Extracted information |
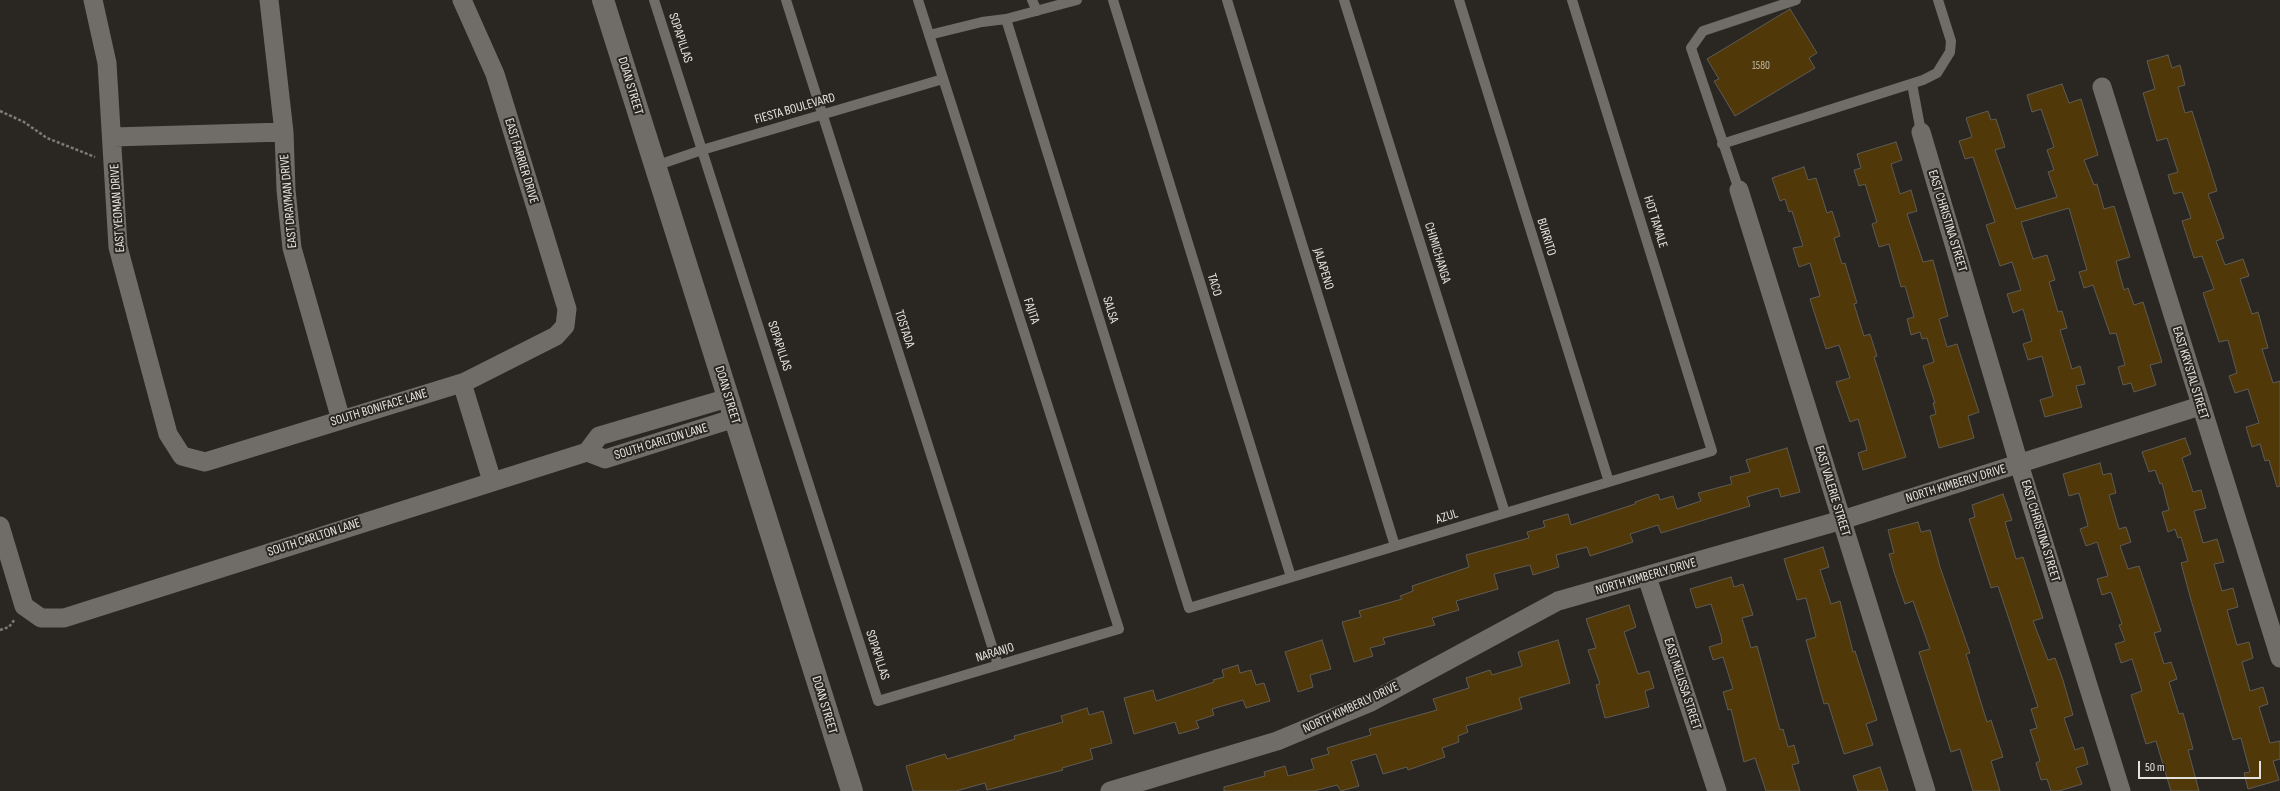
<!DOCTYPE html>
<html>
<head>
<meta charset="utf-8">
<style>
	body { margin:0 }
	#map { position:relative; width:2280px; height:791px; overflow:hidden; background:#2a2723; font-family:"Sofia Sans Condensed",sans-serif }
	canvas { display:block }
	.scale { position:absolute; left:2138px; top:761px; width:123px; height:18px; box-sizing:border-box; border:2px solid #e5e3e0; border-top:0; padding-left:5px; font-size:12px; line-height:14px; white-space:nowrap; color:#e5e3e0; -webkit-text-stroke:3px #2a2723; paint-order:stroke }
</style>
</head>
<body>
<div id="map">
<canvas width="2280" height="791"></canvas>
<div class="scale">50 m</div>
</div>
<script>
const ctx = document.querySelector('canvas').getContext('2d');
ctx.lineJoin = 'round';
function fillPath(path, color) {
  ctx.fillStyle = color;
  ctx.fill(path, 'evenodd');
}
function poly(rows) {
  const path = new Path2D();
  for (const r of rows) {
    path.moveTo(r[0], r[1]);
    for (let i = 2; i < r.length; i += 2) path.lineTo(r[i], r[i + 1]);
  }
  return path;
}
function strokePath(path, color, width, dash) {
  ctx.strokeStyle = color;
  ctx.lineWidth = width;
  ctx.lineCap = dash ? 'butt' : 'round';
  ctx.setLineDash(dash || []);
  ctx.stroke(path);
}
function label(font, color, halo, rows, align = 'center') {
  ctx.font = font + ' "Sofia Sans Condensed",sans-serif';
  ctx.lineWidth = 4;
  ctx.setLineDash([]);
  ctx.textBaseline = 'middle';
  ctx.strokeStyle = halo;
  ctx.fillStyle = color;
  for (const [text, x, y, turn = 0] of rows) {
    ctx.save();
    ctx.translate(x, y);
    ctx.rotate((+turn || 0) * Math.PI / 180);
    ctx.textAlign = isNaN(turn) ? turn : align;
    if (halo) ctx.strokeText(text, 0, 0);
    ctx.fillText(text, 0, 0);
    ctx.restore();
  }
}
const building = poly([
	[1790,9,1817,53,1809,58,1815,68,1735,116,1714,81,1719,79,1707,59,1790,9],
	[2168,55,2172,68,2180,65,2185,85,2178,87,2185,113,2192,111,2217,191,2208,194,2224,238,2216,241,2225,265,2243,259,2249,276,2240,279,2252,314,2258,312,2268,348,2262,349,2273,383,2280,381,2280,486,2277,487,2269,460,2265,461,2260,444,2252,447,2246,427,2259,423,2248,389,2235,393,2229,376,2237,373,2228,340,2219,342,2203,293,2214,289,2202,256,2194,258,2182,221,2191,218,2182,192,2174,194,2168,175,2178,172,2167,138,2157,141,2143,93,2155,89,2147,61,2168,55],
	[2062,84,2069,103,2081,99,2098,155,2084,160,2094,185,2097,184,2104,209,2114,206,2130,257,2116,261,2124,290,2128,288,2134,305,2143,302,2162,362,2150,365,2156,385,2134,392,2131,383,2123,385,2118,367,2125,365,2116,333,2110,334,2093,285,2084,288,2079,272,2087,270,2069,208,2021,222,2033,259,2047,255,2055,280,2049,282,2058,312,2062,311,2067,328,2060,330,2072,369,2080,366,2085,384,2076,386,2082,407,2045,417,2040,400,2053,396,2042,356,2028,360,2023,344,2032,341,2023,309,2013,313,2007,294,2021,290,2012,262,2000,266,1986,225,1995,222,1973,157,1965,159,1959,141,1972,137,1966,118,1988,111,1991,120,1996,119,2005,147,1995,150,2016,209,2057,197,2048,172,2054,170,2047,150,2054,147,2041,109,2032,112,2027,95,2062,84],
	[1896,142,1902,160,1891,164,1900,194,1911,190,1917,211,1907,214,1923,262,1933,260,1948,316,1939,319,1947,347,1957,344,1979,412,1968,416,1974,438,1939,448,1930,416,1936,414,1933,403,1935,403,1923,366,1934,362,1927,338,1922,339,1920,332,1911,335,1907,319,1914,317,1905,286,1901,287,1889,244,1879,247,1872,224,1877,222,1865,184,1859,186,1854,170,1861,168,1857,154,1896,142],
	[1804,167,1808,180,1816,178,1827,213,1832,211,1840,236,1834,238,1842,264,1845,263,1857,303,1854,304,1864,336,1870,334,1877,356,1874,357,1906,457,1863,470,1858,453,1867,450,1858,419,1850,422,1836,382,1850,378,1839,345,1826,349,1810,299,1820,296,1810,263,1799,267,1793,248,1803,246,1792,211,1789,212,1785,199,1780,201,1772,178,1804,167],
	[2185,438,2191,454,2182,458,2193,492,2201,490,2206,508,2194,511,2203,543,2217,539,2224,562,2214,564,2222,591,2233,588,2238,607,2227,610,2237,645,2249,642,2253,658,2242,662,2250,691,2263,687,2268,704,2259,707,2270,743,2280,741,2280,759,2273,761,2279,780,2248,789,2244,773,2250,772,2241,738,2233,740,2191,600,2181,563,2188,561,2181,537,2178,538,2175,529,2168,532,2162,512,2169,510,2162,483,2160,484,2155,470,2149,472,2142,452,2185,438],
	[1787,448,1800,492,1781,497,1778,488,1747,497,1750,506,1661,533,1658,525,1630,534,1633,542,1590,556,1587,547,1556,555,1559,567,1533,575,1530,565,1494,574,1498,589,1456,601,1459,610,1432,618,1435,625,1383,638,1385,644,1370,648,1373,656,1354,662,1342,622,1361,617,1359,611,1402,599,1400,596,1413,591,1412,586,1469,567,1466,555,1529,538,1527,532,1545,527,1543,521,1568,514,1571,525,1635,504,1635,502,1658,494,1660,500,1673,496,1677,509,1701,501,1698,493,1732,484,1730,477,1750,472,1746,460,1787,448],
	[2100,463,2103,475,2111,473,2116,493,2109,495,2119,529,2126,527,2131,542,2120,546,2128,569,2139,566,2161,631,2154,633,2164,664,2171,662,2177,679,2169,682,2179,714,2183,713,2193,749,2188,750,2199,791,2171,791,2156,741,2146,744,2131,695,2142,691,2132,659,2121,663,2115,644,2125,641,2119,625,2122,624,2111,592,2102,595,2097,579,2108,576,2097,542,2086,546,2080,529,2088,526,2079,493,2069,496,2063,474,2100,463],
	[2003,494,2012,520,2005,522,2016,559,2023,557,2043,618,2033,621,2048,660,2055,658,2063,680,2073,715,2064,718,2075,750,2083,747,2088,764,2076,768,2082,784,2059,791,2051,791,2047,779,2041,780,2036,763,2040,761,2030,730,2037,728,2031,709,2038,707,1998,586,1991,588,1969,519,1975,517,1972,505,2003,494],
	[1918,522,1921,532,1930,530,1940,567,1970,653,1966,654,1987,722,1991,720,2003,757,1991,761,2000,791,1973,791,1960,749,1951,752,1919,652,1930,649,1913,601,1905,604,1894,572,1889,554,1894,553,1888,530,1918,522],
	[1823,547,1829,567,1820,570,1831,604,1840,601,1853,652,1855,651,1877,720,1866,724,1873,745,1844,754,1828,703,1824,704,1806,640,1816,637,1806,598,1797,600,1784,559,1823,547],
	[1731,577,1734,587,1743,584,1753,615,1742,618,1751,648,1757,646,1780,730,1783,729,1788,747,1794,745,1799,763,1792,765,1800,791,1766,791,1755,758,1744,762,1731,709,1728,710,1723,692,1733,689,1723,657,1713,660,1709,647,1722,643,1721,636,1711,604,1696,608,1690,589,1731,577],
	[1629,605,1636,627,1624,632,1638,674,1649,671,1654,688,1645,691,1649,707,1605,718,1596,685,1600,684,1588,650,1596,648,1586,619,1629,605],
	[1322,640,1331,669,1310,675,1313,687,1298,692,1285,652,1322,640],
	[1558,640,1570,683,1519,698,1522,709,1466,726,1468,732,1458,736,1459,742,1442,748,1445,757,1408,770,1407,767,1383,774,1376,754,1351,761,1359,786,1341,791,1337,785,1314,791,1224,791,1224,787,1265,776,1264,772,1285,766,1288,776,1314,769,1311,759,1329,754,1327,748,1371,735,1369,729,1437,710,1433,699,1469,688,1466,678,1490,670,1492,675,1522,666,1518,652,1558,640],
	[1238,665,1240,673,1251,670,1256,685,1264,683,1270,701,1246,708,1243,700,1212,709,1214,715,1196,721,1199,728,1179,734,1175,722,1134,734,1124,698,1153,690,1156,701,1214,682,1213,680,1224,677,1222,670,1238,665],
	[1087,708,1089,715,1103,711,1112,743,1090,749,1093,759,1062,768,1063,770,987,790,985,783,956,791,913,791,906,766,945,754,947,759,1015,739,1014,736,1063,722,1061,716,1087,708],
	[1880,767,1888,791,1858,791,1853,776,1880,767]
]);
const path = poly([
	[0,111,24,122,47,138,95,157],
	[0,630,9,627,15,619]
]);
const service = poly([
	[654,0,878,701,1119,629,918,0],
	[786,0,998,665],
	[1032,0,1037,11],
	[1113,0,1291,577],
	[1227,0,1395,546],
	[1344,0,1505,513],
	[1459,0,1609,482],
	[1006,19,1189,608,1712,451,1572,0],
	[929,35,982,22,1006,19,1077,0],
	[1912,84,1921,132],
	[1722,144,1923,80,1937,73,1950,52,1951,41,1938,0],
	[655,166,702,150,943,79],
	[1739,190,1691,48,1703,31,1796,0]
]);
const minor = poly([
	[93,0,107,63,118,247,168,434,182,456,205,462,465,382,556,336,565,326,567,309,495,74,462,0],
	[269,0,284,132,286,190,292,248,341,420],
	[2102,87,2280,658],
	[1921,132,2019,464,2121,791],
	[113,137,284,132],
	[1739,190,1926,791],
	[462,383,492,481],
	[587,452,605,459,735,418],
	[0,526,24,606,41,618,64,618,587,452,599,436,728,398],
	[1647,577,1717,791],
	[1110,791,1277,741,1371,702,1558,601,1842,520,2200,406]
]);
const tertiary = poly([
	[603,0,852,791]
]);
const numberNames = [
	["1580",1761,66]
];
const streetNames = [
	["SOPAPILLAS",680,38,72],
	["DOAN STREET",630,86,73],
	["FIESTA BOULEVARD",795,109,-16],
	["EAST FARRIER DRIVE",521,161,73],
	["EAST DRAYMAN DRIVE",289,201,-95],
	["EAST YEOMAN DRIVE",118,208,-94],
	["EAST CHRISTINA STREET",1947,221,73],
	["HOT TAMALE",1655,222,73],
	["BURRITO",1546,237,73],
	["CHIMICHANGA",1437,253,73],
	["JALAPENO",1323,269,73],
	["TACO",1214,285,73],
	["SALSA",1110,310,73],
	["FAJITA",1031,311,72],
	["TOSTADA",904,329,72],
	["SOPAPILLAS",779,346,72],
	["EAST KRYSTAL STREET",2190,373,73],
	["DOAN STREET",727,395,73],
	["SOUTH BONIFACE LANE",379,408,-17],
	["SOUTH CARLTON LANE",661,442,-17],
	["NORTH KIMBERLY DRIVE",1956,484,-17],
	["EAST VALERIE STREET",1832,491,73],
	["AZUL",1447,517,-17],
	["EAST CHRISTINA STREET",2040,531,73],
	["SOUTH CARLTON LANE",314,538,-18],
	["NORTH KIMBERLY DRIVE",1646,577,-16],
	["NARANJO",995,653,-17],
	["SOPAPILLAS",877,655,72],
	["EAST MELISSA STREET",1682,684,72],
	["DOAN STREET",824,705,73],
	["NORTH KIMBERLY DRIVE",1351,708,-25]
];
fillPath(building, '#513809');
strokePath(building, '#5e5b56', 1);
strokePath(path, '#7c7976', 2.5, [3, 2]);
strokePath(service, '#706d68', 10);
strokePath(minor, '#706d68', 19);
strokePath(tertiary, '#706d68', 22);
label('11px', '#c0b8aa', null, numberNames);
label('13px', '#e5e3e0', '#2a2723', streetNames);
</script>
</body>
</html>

What you are asked to do | Return, exactly as they stand, the lines from the opening line of the listing through the line with "ctx.lineJoin = 'round';", both ends counted, and no pictures.

Task output |
<!DOCTYPE html>
<html>
<head>
<meta charset="utf-8">
<style>
	body { margin:0 }
	#map { position:relative; width:2280px; height:791px; overflow:hidden; background:#2a2723; font-family:"Sofia Sans Condensed",sans-serif }
	canvas { display:block }
	.scale { position:absolute; left:2138px; top:761px; width:123px; height:18px; box-sizing:border-box; border:2px solid #e5e3e0; border-top:0; padding-left:5px; font-size:12px; line-height:14px; white-space:nowrap; color:#e5e3e0; -webkit-text-stroke:3px #2a2723; paint-order:stroke }
</style>
</head>
<body>
<div id="map">
<canvas width="2280" height="791"></canvas>
<div class="scale">50 m</div>
</div>
<script>
const ctx = document.querySelector('canvas').getContext('2d');
ctx.lineJoin = 'round';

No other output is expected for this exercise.